Полковник сел, просмотрел бумаги, что-то проверил на компьютере и повернув голову к Михаилу, спросил: — Ну что доигрался в Революцию?

— Говорите мне вы и снимите железо.

Полковник сделал знак стоящему как истукан здоровому охраннику, и Литвин увидел свои смятые до синевы руки. Пальцы двигались с трудом.

— Курить будете? — уже вежливо спросил полковник.

— Спасибо нет.

Неведин сделал знак охраннику выйти. И снова обратившись к Михаилу, сказал: — Разговор у нас будет серьезный. Сейчас вам принесут кофе со сливками, как вы любите, вы отдохните, подумайте, а я тут кое-что еще почитаю, а потом поговорим.

Михаил кивнул головой, тон и поведение полковника были удивительно странными. Он моментально прикинул, чтобы это могло означать, и пришел к выводу, что, либо это такая игра, либо действительно что-то произошло.

Тем временем принесли горячий напиток, и Неведин погрузился в чтение какой-то только что сделанной им распечатки. "Информационный отдел ФБС РФ [особо секретная информация] Внутренняя справка. Фамилия имя отчество: Калугин Павел Иванович

Место жительства: г. Москва, ул. Роднина 8, кв. 176. ранее проживал в Лондоне, Осаке, Мехико, другие места проживания не установлены.

Дата рождения (подлинная): неизвестна.

Место рождения (подлинное): неизвестно.

Гражданство: РФ, прочее неизвестно.
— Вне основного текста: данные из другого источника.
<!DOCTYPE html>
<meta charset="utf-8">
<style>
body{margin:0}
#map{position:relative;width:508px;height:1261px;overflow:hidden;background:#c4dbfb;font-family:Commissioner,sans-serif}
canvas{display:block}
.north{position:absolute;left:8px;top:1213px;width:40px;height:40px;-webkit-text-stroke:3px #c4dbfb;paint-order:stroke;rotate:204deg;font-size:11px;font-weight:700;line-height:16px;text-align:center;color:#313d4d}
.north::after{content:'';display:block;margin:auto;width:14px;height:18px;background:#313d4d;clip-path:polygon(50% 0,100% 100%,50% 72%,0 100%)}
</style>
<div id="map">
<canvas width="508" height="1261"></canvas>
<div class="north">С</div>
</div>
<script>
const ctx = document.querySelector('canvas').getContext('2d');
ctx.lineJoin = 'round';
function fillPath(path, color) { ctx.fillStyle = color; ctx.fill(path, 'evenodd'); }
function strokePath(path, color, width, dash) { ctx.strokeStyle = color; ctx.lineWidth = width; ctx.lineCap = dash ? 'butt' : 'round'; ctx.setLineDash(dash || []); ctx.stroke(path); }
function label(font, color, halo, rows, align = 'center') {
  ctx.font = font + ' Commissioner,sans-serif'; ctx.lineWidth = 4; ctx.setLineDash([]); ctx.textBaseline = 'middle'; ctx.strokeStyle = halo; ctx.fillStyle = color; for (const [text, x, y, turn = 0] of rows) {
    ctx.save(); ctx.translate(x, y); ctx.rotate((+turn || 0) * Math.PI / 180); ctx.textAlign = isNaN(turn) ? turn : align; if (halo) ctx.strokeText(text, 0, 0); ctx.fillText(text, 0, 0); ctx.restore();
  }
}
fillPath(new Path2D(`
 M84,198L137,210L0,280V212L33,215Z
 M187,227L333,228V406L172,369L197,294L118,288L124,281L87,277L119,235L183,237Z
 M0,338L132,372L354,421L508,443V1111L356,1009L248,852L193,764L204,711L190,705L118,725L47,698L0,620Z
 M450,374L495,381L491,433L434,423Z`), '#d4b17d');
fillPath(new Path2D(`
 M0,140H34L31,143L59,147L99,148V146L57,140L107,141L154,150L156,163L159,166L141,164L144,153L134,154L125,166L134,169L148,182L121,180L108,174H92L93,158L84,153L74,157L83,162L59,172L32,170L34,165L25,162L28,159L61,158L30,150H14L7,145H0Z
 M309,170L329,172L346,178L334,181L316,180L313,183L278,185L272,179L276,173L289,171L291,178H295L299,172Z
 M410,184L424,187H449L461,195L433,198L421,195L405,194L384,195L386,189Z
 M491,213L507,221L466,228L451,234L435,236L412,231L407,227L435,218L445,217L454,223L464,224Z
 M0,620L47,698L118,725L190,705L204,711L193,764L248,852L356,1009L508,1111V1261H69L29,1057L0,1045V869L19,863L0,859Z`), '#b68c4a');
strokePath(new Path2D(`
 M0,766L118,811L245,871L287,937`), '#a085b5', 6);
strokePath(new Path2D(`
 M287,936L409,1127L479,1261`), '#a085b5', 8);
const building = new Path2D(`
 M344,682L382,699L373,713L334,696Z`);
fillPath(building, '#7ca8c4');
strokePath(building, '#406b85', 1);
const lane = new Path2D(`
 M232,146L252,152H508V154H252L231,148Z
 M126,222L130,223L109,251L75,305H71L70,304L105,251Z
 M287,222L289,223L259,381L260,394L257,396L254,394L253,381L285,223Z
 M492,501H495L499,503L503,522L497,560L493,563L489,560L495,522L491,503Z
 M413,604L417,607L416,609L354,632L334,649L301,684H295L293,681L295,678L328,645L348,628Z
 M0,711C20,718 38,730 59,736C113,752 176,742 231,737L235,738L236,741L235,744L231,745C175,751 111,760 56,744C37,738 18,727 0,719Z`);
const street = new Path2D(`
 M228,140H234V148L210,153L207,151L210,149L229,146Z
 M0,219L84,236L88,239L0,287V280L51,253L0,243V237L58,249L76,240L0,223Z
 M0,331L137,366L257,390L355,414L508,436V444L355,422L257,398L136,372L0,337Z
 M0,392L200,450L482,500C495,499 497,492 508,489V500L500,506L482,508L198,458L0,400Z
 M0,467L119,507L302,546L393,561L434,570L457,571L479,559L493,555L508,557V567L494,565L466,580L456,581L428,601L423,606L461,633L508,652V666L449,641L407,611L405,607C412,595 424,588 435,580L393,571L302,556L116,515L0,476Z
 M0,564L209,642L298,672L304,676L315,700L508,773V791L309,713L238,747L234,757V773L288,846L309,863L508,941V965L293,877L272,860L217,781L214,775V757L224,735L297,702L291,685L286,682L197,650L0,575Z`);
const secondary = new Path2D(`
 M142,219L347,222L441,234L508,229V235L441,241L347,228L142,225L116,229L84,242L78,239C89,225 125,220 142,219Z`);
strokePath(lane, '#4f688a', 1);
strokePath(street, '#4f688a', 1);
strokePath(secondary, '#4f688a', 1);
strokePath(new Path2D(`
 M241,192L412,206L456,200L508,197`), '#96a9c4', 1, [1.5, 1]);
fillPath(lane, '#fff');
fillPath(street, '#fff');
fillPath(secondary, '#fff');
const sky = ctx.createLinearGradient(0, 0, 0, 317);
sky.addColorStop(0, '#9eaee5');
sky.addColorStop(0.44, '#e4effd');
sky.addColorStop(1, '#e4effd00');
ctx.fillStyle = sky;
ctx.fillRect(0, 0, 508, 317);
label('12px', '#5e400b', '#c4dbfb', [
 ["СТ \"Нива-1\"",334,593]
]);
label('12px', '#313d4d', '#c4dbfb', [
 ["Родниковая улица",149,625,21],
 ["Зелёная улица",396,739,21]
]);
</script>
Предположение что он является гражданином Великобритании, не подтвердилось.

Семейное положение: не женат, есть ли родственники в России не установлено, предположение, что данное лицо является Калугиным П.И., устраненным при не ясных обстоятельствах в 2004 году не подтвердилось. Иных версий нет.

Образование: высшее (подробности не установлены), является доктором наук, известный ученый в области психоанализа, автор ряда публикаций за рубежом и на территории РФ, преподает в ряде московских вузов.

Легальная деятельность: ученый, преподаватель, литератор. Имеет различные контакты с левой научной интеллигенцией в ряде стран, широко известен.

Нелегальная деятельность: Член Иностранного бюро Коммунистического интернационала, Секретарь по идеологии ЦК Коммунистической партии,

Контакты: см. приложение 1-7.

Особенности характеристики: Деятелен, уверен в себе, общителен. Легко входит в контакт с любыми людьми. Характер твердый, но чаще всего определяется как мягкий, добродушный. Временами вспыльчив, сентиментален. Не управляем. Превосходно образован, особенно хорошо разбирается в истории искусства и эффективно использует свои знания на практике, в работе оппозиционных СМИ.

Спортсмен, любит командные подвижные игры.

Владеет множеством современных приемов воздействия на психику. Свободно говорит на русском, английском и испанском языках. Не предсказуем. Крайне опасен в личном контакте.

Последняя информация: Приехал в Россию почти год назад, находился под электронным наблюдением все время. Наблюдение результатов не дало. По материалам информаторов в компартии играет заметную роль, на него возложены все иностранные связи организации и многие идеологические вопросы. С 30 сентября прошлого года занимает должность секретаря ЦК по идеологии. В Москве живет открыто, под именем Павел Иванович Калугин, занимается преподавательской и публицистической деятельностью. Работает в редакции нескольких сайтов и газете "Форт Венсенн". Имеет широкие связи в левом протестном движении..."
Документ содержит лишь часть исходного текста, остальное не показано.